Greek and Slavic form of Plato, from 'platos' meaning 'broad' or 'wide-shouldered.'
Platon is the original Greek form of a name the English-speaking world knows as Plato, and it carries one of the most extraordinary intellectual inheritances of any name in human history. The name derives from the Greek "platys" (πλατύς), meaning "broad" — tradition holds that the Athenian philosopher Aristocles (428/427–348/347 BCE) received the nickname Platon on account of his broad shoulders from his wrestling trainer, though later ancient sources suggest it may have referred to the breadth of his forehead, his style, or his philosophical reach. Whatever its original application, the name Platon became inseparable from the man who founded the Academy in Athens and reshaped Western philosophy.

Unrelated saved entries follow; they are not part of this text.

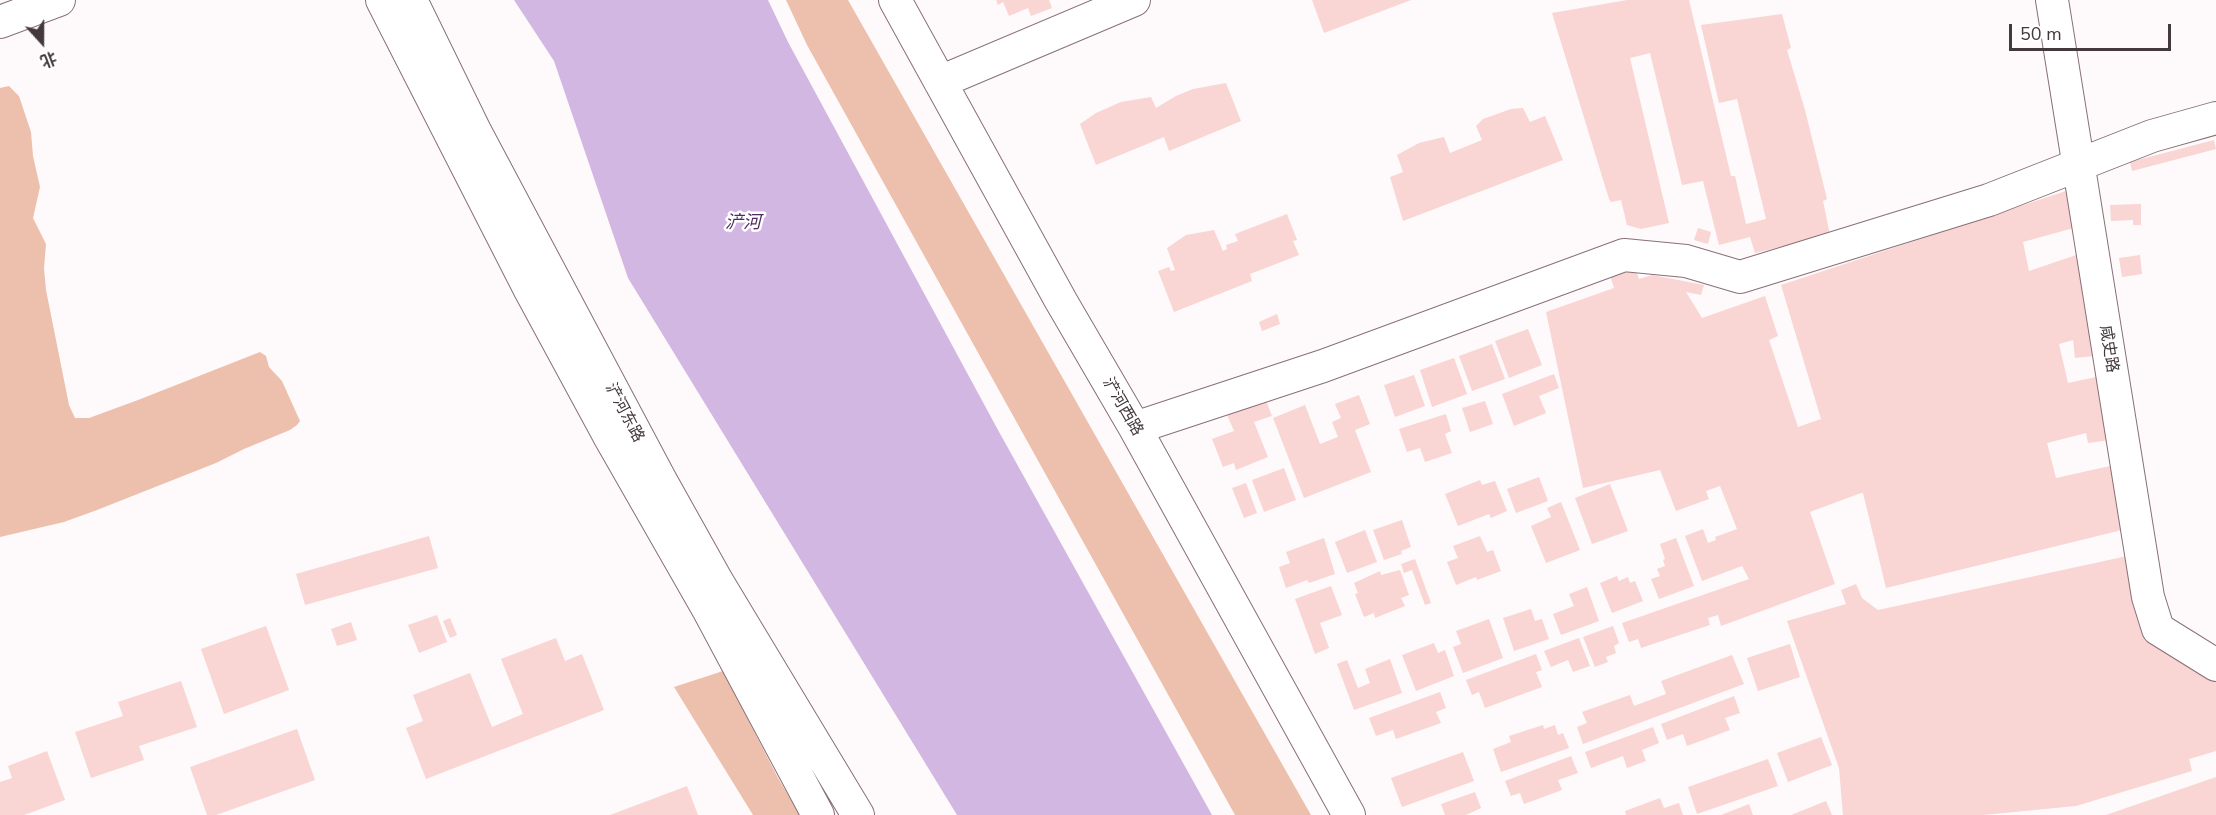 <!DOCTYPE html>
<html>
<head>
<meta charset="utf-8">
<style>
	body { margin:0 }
	#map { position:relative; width:2216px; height:815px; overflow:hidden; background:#fef9fa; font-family:"Nunito Sans","Noto Sans SC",sans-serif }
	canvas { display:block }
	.north { position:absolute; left:12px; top:12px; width:60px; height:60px; -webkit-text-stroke:4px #fff; paint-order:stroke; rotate:159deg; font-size:16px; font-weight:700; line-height:24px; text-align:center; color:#43393c }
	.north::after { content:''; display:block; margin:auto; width:21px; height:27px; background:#43393c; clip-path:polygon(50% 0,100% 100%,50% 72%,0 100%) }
	.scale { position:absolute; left:2009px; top:24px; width:162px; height:27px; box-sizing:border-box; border:3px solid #43393c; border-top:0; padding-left:8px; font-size:18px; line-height:21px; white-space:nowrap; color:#43393c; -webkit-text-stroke:4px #fff; paint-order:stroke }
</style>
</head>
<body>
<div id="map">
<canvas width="2216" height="815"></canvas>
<div class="north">北</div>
<div class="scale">50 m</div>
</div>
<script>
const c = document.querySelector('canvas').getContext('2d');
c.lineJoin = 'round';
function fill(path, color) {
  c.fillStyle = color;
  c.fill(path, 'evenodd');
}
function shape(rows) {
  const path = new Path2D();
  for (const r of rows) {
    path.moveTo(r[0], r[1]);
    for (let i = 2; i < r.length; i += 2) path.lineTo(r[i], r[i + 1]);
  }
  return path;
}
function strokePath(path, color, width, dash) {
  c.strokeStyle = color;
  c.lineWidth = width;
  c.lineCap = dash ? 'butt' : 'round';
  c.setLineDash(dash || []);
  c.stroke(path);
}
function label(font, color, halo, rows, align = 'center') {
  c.font = font + ' "Nunito Sans","Noto Sans SC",sans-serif';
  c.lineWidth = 5;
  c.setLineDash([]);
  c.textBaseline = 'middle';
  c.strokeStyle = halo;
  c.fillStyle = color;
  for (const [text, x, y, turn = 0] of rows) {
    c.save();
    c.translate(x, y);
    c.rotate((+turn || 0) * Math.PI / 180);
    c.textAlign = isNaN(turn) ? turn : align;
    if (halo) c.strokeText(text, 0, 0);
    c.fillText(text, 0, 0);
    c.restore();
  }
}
fill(shape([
	[786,0,848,0,1311,815,1235,815,807,45],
	[9,86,19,96,31,132,33,156,40,187,33,218,46,244,44,268,46,290,69,405,75,418,89,418,138,400,260,352,266,356,269,367,282,381,300,421,297,425,290,430,244,449,216,463,97,510,64,522,0,537,0,88],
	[723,671,778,778,800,815,753,815,674,687]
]), '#edc0ad');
fill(shape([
	[514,0,768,0,788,42,998,430,1212,815,957,815,628,278,554,61]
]), '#d2b7e3');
fill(shape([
	[996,0,1049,0,1052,8,1031,16,1028,8,1009,16,1003,2,998,5],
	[1312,0,1411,0,1324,33],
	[1627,0,1689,0,1731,176,1735,176,1746,224,1766,219,1737,99,1719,103,1701,25,1782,14,1791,48,1787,50,1805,110,1827,199,1823,201,1830,235,1755,253,1750,237,1719,245,1703,181,1682,185,1650,53,1630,58,1669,223,1641,229,1627,225,1621,200,1611,202,1609,199,1552,13],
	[1226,83,1241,121,1169,151,1164,137,1096,165,1080,124,1096,113,1121,102,1151,97,1156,108,1176,96,1193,89],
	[1523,108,1530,122,1545,116,1563,160,1403,221,1390,177,1403,172,1397,155,1419,143,1444,137,1450,153,1482,140,1476,126,1483,119,1511,109],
	[2214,140,2216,149,2132,171,2130,162],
	[2075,188,2081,226,2023,242,2029,271,2085,252,2103,355,2075,358,2073,340,2059,344,2068,383,2105,375,2117,439,2088,443,2086,433,2047,443,2056,478,2119,464,2126,529,1886,588,1863,493,1861,493,1810,512,1835,584,1721,626,1718,615,1708,618,1710,625,1641,648,1638,639,1629,642,1622,623,1749,579,1742,566,1702,581,1685,536,1703,529,1708,543,1716,540,1715,537,1737,529,1720,486,1706,491,1709,499,1676,511,1660,470,1583,488,1546,312,1614,288,1608,269,1632,261,1639,279,1652,275,1704,285,1701,295,1686,292,1702,318,1765,296,1778,336,1769,340,1798,427,1821,419,1781,285],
	[2141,204,2141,225,2133,225,2133,220,2111,221,2110,205],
	[1287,214,1297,240,1293,241,1299,255,1250,274,1252,281,1174,312,1158,271,1169,267,1171,271,1175,270,1167,248,1186,235,1214,230,1223,251,1227,249,1226,245,1238,241,1235,234],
	[1698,228,1711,232,1708,244,1694,240],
	[2140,255,2142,274,2122,277,2119,258],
	[1277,314,1280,324,1262,331,1259,322],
	[1528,329,1542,365,1509,378,1495,341],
	[1492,344,1505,379,1472,391,1459,356],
	[1454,358,1467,394,1432,407,1420,370],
	[1554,374,1559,388,1539,396,1546,413,1514,426,1502,394],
	[1414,375,1425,406,1395,417,1384,385],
	[1264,395,1272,416,1254,422,1268,457,1236,470,1234,463,1223,467,1212,439,1234,431,1225,410],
	[1359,395,1370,424,1355,430,1371,472,1304,498,1273,418,1305,405,1320,444,1338,437,1332,422,1341,418,1335,404],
	[1485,401,1493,424,1470,432,1462,408],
	[1446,414,1451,431,1445,434,1452,453,1425,462,1420,448,1407,452,1399,429],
	[1284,468,1296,500,1264,512,1252,480],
	[1539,477,1548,501,1516,513,1507,489],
	[1480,480,1482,485,1495,481,1507,511,1491,518,1489,514,1458,526,1445,494],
	[1246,483,1257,513,1244,518,1232,488],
	[1610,484,1628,531,1592,544,1575,498],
	[1561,502,1580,550,1546,563,1531,526,1551,517,1547,508],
	[1402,520,1411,547,1401,551,1402,554,1384,560,1373,530],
	[1365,530,1377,562,1347,573,1335,542],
	[429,536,438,568,305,605,296,574],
	[1480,536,1487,552,1493,550,1501,571,1477,580,1476,577,1456,585,1447,562,1458,558,1453,546],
	[1324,538,1335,574,1309,583,1307,580,1286,588,1279,567,1290,563,1286,552],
	[1676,538,1694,586,1659,599,1651,579,1660,576,1657,569,1665,566,1663,560,1665,559,1660,544],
	[2132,555,2149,640,2161,650,2180,646,2216,667,2216,751,2189,759,2192,771,2076,806,1983,815,1843,815,1839,768,1787,621,1846,604,1841,590,1856,584,1862,598,1878,610],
	[1415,559,1431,603,1425,605,1412,570,1404,573,1401,564],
	[1400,570,1409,595,1401,598,1405,606,1375,618,1374,613,1364,617,1355,594,1358,593,1354,583,1380,571,1381,575],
	[1617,576,1619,581,1628,577,1630,583,1635,581,1643,601,1612,613,1600,583],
	[1331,586,1342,615,1320,623,1329,648,1315,654,1295,599],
	[1587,587,1599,621,1561,635,1553,614,1574,606,1569,594],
	[1531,609,1535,621,1542,619,1549,639,1514,651,1503,618],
	[437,615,447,642,419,653,408,625],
	[450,618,457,635,450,638,443,621],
	[1489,619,1503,658,1463,673,1453,647,1461,644,1456,631],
	[351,622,357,640,337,646,331,629],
	[266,626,289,690,224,714,201,649],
	[1613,626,1619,643,1614,646,1616,653,1606,657,1608,662,1595,667,1583,637],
	[556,638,565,661,582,654,604,710,426,779,406,728,423,721,413,695,470,673,492,727,523,714,501,659],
	[1579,638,1590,666,1573,672,1568,660,1551,667,1544,651],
	[1434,643,1438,653,1445,650,1454,676,1416,691,1402,655],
	[1790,644,1800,677,1758,691,1747,658],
	[1536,654,1542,670,1536,672,1542,687,1485,708,1479,692,1472,695,1466,680],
	[1732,655,1744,684,1583,744,1577,727,1587,723,1582,712,1630,695,1634,706,1666,694,1661,681],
	[1390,659,1402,693,1354,710,1337,664,1347,660,1358,688,1370,683,1365,669],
	[181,681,197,727,139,746,144,760,91,778,75,732,123,716,118,702],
	[1440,692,1446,708,1436,712,1441,723,1396,739,1393,730,1376,736,1369,718],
	[1734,696,1740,713,1725,718,1730,730,1687,746,1683,734,1667,740,1661,724],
	[1543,725,1544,729,1555,725,1558,735,1563,733,1569,748,1501,772,1493,749,1511,742,1509,736],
	[1653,727,1659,743,1642,750,1646,761,1627,768,1623,756,1591,768,1585,752],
	[297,729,315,780,216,815,207,815,190,767],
	[1821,737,1832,765,1788,782,1777,753],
	[47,751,65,800,24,815,0,815,0,782,12,778,8,766],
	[1463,752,1474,781,1402,807,1391,778],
	[1571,756,1578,773,1558,780,1562,790,1524,804,1520,793,1511,796,1505,781],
	[1768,759,1778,786,1697,814,1688,787],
	[2216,777,2216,815,2106,815],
	[687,786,698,815,610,815],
	[1475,792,1481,808,1466,815,1445,815,1441,804],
	[1660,798,1664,808,1679,803,1683,815,1626,815,1625,811],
	[1826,801,1832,815,1791,815],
	[1749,804,1753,815,1721,815]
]), '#f9d5d3');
const minor = shape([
	[382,0,530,290,608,434,708,609,818,815],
	[411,0,475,131,660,479,717,581,858,815],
	[895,0,1061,301,1135,428,1349,815],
	[2052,0,2148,597,2158,629,2216,665],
	[0,22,59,0],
	[940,82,1134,0],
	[1135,428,1323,366,1624,255,1686,261,1740,277,1989,200,2152,136,2216,118]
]);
strokePath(minor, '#887077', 34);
strokePath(minor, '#fff', 32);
label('16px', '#43393c', '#fff', [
	["咸史路",2108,349,81],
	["浐河西路",1122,407,60],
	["浐河东路",624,413,62]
]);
label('italic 18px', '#4e2c62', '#fff', [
	["浐河",743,224]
]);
</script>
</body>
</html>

As a given name distinct from the famous philosopher, Platon has remained in continuous use in Greek Orthodox Christian culture, in Russia (Платон, a common aristocratic name through the eighteenth and nineteenth centuries — notably borne by Metropolitan Platon of Moscow and the philosopher Platon Levshin), and in Eastern European Catholic communities. In Russia the name peaked in the Imperial period and was associated with the nobility and clergy; it retained enough currency to be used by Tolstoy for Platon Karataev, the peasant sage in War and Peace whose simple goodness embodies a kind of spiritual wisdom — a characterization that is itself a quiet homage to the philosopher. In the contemporary world Platon is experiencing a modest revival, particularly in Greece and among Greek diaspora families who want a name that is unmistakably Hellenic and carries civilizational weight.
The name is also known internationally through the work of the celebrity portrait photographer known simply as Platon (Platon Antoniou), whose bold images of world leaders have made the name newly vivid. It remains a rare and considered choice — the sort of name that announces its bearer as someone given a serious inheritance to live up to.